Quanto à possibilidade de normalização do setor, Albânio afirmou: “sinceramente, eu só vejo uma situação que prevaleça, quando percebermos que essa pandemia realmente está descendo, está caindo. Aí sim, pode ser que as coisas aliviem. Mas enquanto tiver essas estatísticas que mostram sempre todo dia mais mortes, isso realmente enfraquece o nosso pleito”. Para ele, também poderia haver um diálogo entre as indústrias e o governo estadual para discutir e trazer uma solução. “Nós temos ideias. Poderíamos ver o exemplo aqui de Petrolina na área da agricultura, fazendas com todos os seus cuidados, com todas as suas necessidades básicas de segurança e saúde sendo feitas, e por que não tratar também um projeto para a construção civil? Naquilo que também agrega tantos empregos na nossa região. São coisas desse tipo que realmente a gente não consegue entender. Passa muitas vezes a entender que há uma determinação, sem discussão, sem democracia, é isso que a gente percebe”, finalizou.

3 COMENTÁRIOS

  1. De fato é uma estupidez parar com o setor de construção civil na nossa cidade. Não tem como colocar todos os municípios na mesma situação do que ocorre na região metropolitana, estamos em uma situação bem diferente que já justificaria uma abertura paulatina e gradual desse setor, evidentemente com as mesmas restrições impostas à agricultura irrigada, por exemplo. O interessante é ver tamanha contradição e incongruência com as decisões tomadas pelo judiciário brasileiro, notadamente a Suprema Corte, ou seja, para o STF, o governo federal não pode interferir nas decisões dos governadores e prefeitos com relação às medidas de combate ao coronavírus; então, nesses mesmos moldes, um governador não poderia também interferir em uma decisão local de um prefeito, já que este detém melhor conhecimento da realidade local do que o governador, não é mesmo? Só que essa lógica não é posta em prática, já que os prefeitos tem que obedecer aos respectivos governadores, sem questionarem e sob ameaças de sanções do ministério público, em caso de descumprimento. O objetivo é tão somente tirar poder do governo federal e ampliar os poderes dos governadores para que a quarentena não possa, de forma alguma, ser questionada como medida a ser tomada no caso da pandemia.
    Agora existe uma falha de interpretação do decreto estadual. Não são todas as obras particulares que estão suspensas; aquelas que estejam relacionadas a atividades essenciais previstas no decreto estão liberadas, ou seja, obras de clínicas, hospitais, em mercados em geral, em farmácias, relacionadas à agricultura irrigada, dentre todas às atividades autorizadas a funcionar no momento.

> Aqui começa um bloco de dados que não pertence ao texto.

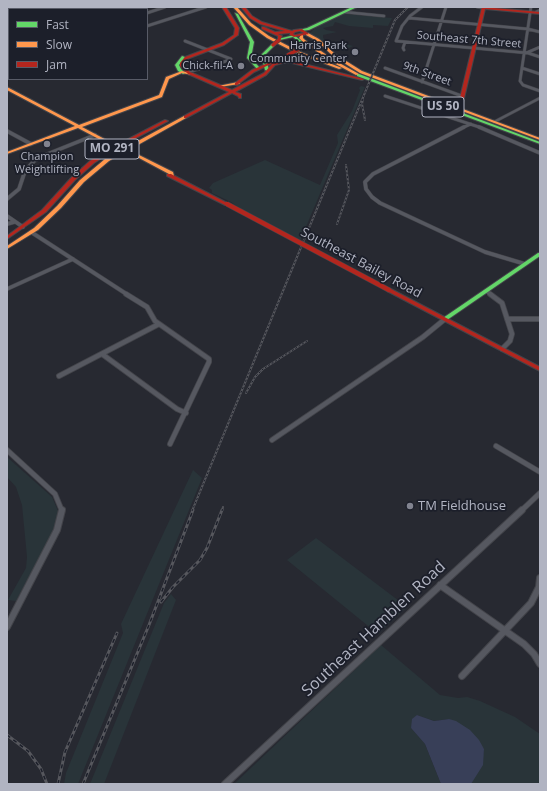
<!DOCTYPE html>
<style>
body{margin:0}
#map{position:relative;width:547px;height:791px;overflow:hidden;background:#272931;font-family:"Open Sans",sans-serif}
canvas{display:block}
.frame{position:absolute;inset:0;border:8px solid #b1b4c2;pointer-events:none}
.legend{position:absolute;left:8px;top:8px;width:140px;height:72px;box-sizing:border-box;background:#1c1f2a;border:1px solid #585b67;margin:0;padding:5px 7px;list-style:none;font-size:12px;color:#b1b4c2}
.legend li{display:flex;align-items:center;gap:8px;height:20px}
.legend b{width:20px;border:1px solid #585b67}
</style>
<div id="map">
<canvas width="547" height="791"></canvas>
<div class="frame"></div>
<ul class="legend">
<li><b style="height:5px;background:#63d668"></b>Fast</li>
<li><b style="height:5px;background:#ff974d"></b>Slow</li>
<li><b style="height:5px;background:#b3261e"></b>Jam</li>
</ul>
</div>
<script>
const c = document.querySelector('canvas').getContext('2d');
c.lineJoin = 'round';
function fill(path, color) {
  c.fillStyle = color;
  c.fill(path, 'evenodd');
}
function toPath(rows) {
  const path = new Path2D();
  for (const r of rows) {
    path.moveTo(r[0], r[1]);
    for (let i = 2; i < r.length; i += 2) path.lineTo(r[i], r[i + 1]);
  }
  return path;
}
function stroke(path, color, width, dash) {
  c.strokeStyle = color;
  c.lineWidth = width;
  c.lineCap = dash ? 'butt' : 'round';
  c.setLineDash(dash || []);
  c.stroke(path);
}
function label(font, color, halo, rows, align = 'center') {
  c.font = font + ' "Open Sans",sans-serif';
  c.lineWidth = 3.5;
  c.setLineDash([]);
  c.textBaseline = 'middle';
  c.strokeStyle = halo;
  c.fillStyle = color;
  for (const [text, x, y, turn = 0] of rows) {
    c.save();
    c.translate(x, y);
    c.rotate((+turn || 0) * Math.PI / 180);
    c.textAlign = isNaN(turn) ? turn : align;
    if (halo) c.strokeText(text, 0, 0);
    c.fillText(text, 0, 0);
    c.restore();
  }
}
const green = toPath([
 [344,14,347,14,392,18,388,26,373,25,373,28,349,26,335,22,333,26,323,28,326,30,337,32,323,35,323,38,326,40,331,43,346,42,346,44,353,46,343,51,337,48,325,46,309,34,317,26],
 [361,86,365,87,300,241,242,210,231,202,212,193,212,190,209,188,213,183,265,160,320,185,338,143,337,135,352,111,360,90,359,88],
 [7,457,52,497,59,513,55,529,16,601,8,600,26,568,27,557,22,505,16,487,7,477],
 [193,470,202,478,78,784,64,784,66,773,123,633,121,624],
 [316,538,407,607,378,634,287,560],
 [171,594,176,600,104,784,90,784,164,603],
 [381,645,440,695,458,698,467,697,480,701,515,717,540,734,540,784,471,784,483,755,484,749,449,719,434,721,417,715,411,728,425,744,441,784,234,784]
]);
const water = toPath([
 [417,715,434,721,449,719,456,721,470,730,479,740,484,749,483,765,471,784,441,784,425,744,411,728,412,719]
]);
const streetFar3 = toPath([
 [422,7,410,16,402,26,396,41,528,53,540,57],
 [477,7,484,8],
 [531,7,520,81,523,85,540,91],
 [117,8,123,7],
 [344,12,384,16],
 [536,12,540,10],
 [147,13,165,7],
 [409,18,528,29,540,32],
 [147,26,206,7],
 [7,28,9,28],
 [7,41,9,40],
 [185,41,231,59,216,65,187,72],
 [404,50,403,48,405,42],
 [526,53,540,47],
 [7,55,9,54],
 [7,65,9,66],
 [385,68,462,96],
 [522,68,540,74],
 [422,82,446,7],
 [385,96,482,128],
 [494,122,540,98],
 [462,128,471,124]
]);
const streetFar2 = toPath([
 [464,127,373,174,365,182,366,189,372,197,380,203,485,252,525,264],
 [479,127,540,153],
 [7,131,31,144],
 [7,199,19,189,25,171,34,161,45,155,95,135],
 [7,216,23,227],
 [7,224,14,222],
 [31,232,128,295],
 [7,289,73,259],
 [486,291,492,295]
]);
const streetFar1 = toPath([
 [126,294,147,307,155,321,209,359,209,362,170,444],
 [490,294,502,303,512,334,510,341,502,349],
 [507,319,540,319],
 [102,354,177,409,186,413],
 [59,376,159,324],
 [272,440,423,337,445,319],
 [496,446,540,472],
 [7,450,55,494,62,511],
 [521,511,540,493]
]);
const street = toPath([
 [440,585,524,644,534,654,540,664],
 [7,627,57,530,62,510],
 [462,676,531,603,539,587,540,578],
 [225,784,522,510]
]);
const fast = toPath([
 [352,7,357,7,309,30,301,31,299,30,307,28,352,7],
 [235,13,238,14,254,42,251,58,259,67,259,69,257,69,247,58,250,42,235,13],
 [294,35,304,43,301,50,298,49,300,43,293,37,280,40,278,39,294,35],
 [272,44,275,45,265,55,269,70,267,71,265,70,261,55,272,44],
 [182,56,185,57,179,65,181,69,185,73,183,74,178,71,175,65,182,56],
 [357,74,359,74,540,142,540,144,357,76,357,74],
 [538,253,540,253,540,256,447,320,443,320,442,319,443,318,538,253]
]);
const slow = toPath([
 [233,7,237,7,251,23,269,36,298,51,342,68,339,69,296,53,267,38,249,25,233,7],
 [306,33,308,33,319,39,335,54,362,71,540,138,540,140,360,73,333,56,317,41,306,35,306,33],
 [301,35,303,35,303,38,305,40,334,60,359,74,356,75,332,62,303,42,299,38,301,35],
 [182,71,194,74,192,75,182,73,169,79,162,97,82,127,114,144,125,148,184,116,186,116,186,118,129,150,173,172,174,176,174,177,170,177,169,174,126,151,109,161,84,182,61,208,38,230,7,249,7,246,34,228,57,206,80,180,105,159,122,150,112,146,78,128,7,154,7,152,75,126,7,90,7,87,79,125,159,95,166,77,182,71],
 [238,82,240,83,239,84,220,87,218,86,238,82]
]);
const jam = toPath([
 [222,7,226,7,239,28,238,35,224,45,187,59,184,63,184,66,190,72,232,90,264,73,273,63,254,72,237,85,235,85,235,83,252,70,288,54,289,54,289,56,273,63,283,61,292,61,364,79,362,80,292,63,283,63,275,65,266,75,235,92,241,94,241,98,239,98,238,96,232,93,186,118,184,118,184,116,229,92,188,74,180,66,180,63,185,57,222,43,234,35,235,28,222,7],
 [241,7,245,7,252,16,262,22,292,31,294,30,302,29,309,34,294,37,290,35,290,33,278,34,282,36,280,41,278,41,278,36,262,29,262,27,264,27,275,32,285,31,260,24,250,18,241,7],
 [300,31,304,33,295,35,293,34,295,32,300,31],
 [482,7,540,12,540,14,485,9,462,107,458,109,456,108,458,106,482,7],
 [165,120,168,121,117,148,94,163,75,180,46,212,7,239,7,236,42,210,71,178,90,161,115,146,165,120],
 [167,174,171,174,229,204,229,205,225,205,167,176,167,174],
 [389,288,540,367,540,371,387,291,386,290,387,289,389,288]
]);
const railFar1 = toPath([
 [363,99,362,104,365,120],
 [337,224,349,190,346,165],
 [246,393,255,377,263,369,307,341],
 [192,511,395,20,408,7],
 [222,511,223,507]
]);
const rail = toPath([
 [161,602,173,587,200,560,207,548,222,510],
 [7,735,28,751,41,769,47,784],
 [58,784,65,752,117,633],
 [83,784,149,625,193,510]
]);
const jamBridgeFar1 = toPath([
 [273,45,279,40],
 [288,55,299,49]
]);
const jamBridge = toPath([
 [227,204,389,290]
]);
const markers = [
 [355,52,4,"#81838f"],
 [241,66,4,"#81838f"],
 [47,144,4,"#81838f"],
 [410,506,4,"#81838f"]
];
const farStreetnames = [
 ["Southeast 7th Street",469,40,5],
 ["9th Street",427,74,20]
];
const farPoinames = [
 ["Harris Park",347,46],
 ["Community Center",347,59],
 ["Chick-fil-A",233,66],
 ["Champion",47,157,"center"],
 ["Weightlifting",47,170,"center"]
];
const shields = [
 [443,107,42],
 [112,149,54]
];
const shieldNames = [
 ["US 50",443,107],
 ["MO 291",112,149]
];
const streetNames = [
 ["Southeast Bailey Road",361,263,28]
];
const poiNames = [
 ["TM Fieldhouse",418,506]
];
const nearStreetnames = [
 ["Southeast Hamblen Road",374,629,-43]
];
fill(green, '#293439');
fill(water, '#383f58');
stroke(streetFar3, '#43444a', 3.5);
stroke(streetFar2, '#43444a', 4.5);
stroke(streetFar1, '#43444a', 6);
stroke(street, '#43444a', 8);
stroke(fast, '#43444a', 2);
stroke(slow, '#43444a', 2);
stroke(jam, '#43444a', 2);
stroke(streetFar3, '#565860', 2.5);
stroke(streetFar2, '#565860', 3.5);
stroke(streetFar1, '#565860', 4.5);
stroke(street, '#565860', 6);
fill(fast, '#63d668');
fill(slow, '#ff974d');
fill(jam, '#b3261e');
stroke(railFar1, '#56575d', 2);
stroke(rail, '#56575d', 3);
stroke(railFar1, '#1c1f2a', 1, [2]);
stroke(rail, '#1c1f2a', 1.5, [4]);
stroke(jamBridgeFar1, '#43444a', 4.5, []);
stroke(jamBridge, '#43444a', 5.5, []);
stroke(jamBridgeFar1, '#b3261e', 3.5);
stroke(jamBridge, '#b3261e', 4.5);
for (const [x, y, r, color] of markers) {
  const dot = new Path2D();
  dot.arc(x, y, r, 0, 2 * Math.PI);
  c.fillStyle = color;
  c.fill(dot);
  stroke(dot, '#1c1f2a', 1.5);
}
label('11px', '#b1b4c2', '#1c1f2a', farStreetnames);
label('11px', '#b1b4c2', '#1c1f2a', farPoinames, 'right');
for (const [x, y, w] of shields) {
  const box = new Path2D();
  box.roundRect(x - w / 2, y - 10, w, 20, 3);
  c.fillStyle = '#1c1f2a';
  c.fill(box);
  stroke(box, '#b1b4c2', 1);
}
label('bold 12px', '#b1b4c2', null, shieldNames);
label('13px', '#b1b4c2', '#1c1f2a', streetNames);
label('13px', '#b1b4c2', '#1c1f2a', poiNames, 'left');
label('16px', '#b1b4c2', '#1c1f2a', nearStreetnames);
</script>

Não está no decreto, mas está na Constituição, o direito à habitação como garantia individual fundamental; ou seja, seria o caso dessas entidades da construção civil pleitearem, judicialmente se for o caso, a liberação das obras relacionadas à habitação. Tem algo mais ou tão essencial quanto à habitação neste momento de confinamento? Então por que proibir a construção ou conclusão dessas obras? Se essas entidades forem esperar alguma atitude do governador ou até mesmo do prefeito, podem esquecer! Há um explícito interesse por parte desses governantes que as coisas estejam da forma que estão, e eles não vão mover uma palha para mudar esse estado de coisas.

  2. Concordo com ele.
    Todos os comércios tem capacidade de se adaptar as normas de higiene.
    Não tem porque penalizar o comercio do centro.
    Até porque a OMS tem dito reiteradas vezes que os países com nossa características deve sim reabrir.